左脚勾着奖单,正在看第二名到底比第一名少了多少。
一切刚安稳下来。
他不太想现在喊一句“可能有人要杀我”。
“还没查到结果。”
陆青檀道:“查到了再说,通常就晚了。”
顾怀山在那边问:“什么晚了?”
沈照夜道:“退房。”
“不会晚,我已经让谢无恙去拿离场印。”
谢无恙还站在这里。
顾怀山看见了。
“你怎么没去?”
“正要。”
他把门板前端交给陆青檀,转身往外走。
沈照夜跟上。
红线也跟上。
陆青檀没有拦。
只道:“一刻钟不回,我去找。”
赛务离场处挤满了人。
每个宗门都在交还住处令、赛场令和临时通行牌。
前面一支队伍少了一块床板。
赛务弟子坚持扣押金。
对方坚持那块床板本来就没有。
两边吵得离场阵都堵住了。
谢无恙带沈照夜绕到公证司侧门。
纪无尘正从里面出来。
他手里拿着一份新的决赛副卷。
看见两人,先看谢无恙。
再看沈照夜一直往后瞥的动作。
“有人跟?”
沈照夜道:“有东西。”
“什么?”
“看不见的判词。”
纪无尘停住。
这句话若换个人说,他大概会让医修过来。
从沈照夜嘴里说出,便不能当作赛后头晕。
“进来。”
公证司侧室刚封完卷。
桌上摆着本届大比所有异常记录。
无名卷一匣。
黑色兽旗灰烬一匣。
被金线沾过的旧阵器六匣。
还有那张始终补不出第三行的魁首录。
第五议事使没有走。
孟听澜也在。
沈照夜刚跨进门,魁首录的封卷匣突然翻倒。
匣盖上的三道封印没有开。
里面那张纸却发出一阵细响。
像有人用指甲在背面写字。
孟听澜拿起公证笔。
“又补第三行?”
“不是。
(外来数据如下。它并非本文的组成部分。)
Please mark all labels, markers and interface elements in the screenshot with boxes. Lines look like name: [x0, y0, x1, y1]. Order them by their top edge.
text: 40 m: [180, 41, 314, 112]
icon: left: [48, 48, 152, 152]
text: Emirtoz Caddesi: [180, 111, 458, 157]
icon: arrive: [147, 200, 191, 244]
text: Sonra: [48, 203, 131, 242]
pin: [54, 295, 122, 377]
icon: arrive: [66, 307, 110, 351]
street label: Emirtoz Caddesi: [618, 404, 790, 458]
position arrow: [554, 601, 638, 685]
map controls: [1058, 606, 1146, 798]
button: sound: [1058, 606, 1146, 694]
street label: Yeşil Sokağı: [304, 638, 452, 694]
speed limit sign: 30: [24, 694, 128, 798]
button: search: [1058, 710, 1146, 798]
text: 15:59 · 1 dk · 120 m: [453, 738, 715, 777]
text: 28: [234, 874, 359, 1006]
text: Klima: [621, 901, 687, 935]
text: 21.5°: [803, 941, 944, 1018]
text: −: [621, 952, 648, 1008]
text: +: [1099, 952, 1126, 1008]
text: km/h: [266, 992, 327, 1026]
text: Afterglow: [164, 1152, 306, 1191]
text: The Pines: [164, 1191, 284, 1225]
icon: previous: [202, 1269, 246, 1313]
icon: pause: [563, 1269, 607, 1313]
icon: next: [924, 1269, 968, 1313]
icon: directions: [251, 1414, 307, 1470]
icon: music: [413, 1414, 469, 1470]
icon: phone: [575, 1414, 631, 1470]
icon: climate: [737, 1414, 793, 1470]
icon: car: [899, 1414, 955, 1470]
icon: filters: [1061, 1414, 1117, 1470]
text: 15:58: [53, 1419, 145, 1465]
”
沈照夜看见红线从自己鞋后爬上桌腿。
它越过六只证物匣。
没进魁首录。
沿着堆在最下面的大比总册继续往前。
“它在往回查。”
第五议事使道:“谁?”
“天命主卷。”
屋里安静了一息。
第五议事使没有追问沈照夜如何知道。
她将大比总册抽出来。
总册表面没有红线。
翻到最后,青岚宗的离场页却少了一枚封存印。
“难怪你们的离场令发不出去。”
孟听澜检查印槽。
“公证印、赛务印、主审印都在。”
“少什么?”
“没有少。”
“那为何封不上?”
“多了一处空格。”
离场页原本只有三处印槽。
此刻最下方却多出第四处。
没有署名。
也没有说明由谁落印。
只有一个红色小字。
【查。】
纪无尘道:“撕掉这一页。”
孟听澜先拓印,再沿装订线裁下。
缺页刚离开总册,下一页又生出同样的空格。
【查。】
第五议事使合上总册。
“青岚宗暂缓离场。”
沈照夜问:“多久?”
“查清这格是什么。”
“若查不清?”
“明日午时,无论能否封存,我以议事殿临时令放你们走。”
“今晚呢?”
“留在住处。”
顾怀山若知道又要多付一夜房钱,大概会先来问这枚【查】能不能抵押金。
沈照夜没有争。
红线已经从总册背面穿了出来。
又缠回他的脚边。
第五议事使看不见。
谢无恙看不见。
所有人只能看见离场页上凭空多了一格。
沈照夜却能看见更多。
红线的一端连着大比主榜。
另一端开始钻进命债簿。
他按住衣襟。
书在里面一下一下顶着。
“出去。”
谢无恙忽然道。
纪无尘看向他。
“为何?”
“这里全是归档过的东西。”
“归档怎么了?”
“判词喜欢空处。”
桌上那些证物卷同时翻了一页。
每一本都翻到末尾。
空白纸面朝上。
红线从沈照夜脚下分开,往每一处空白延伸。
孟听澜立即压住最近的两本。
“离开侧室。”
几人退到外廊。
沈照夜最后一个跨过门槛。
红线没有留在卷宗里。
又全部收回来。
仍旧跟着他。
谢无恙拉住他的手腕,一路走到无人的旧旗架后。
“把书给我。”
沈照夜没有松手。
“你要做什么?”
“先带走。”
“线跟的不是书。”
“试过?”
沈照夜从怀里取出命债簿,塞进谢无恙手中。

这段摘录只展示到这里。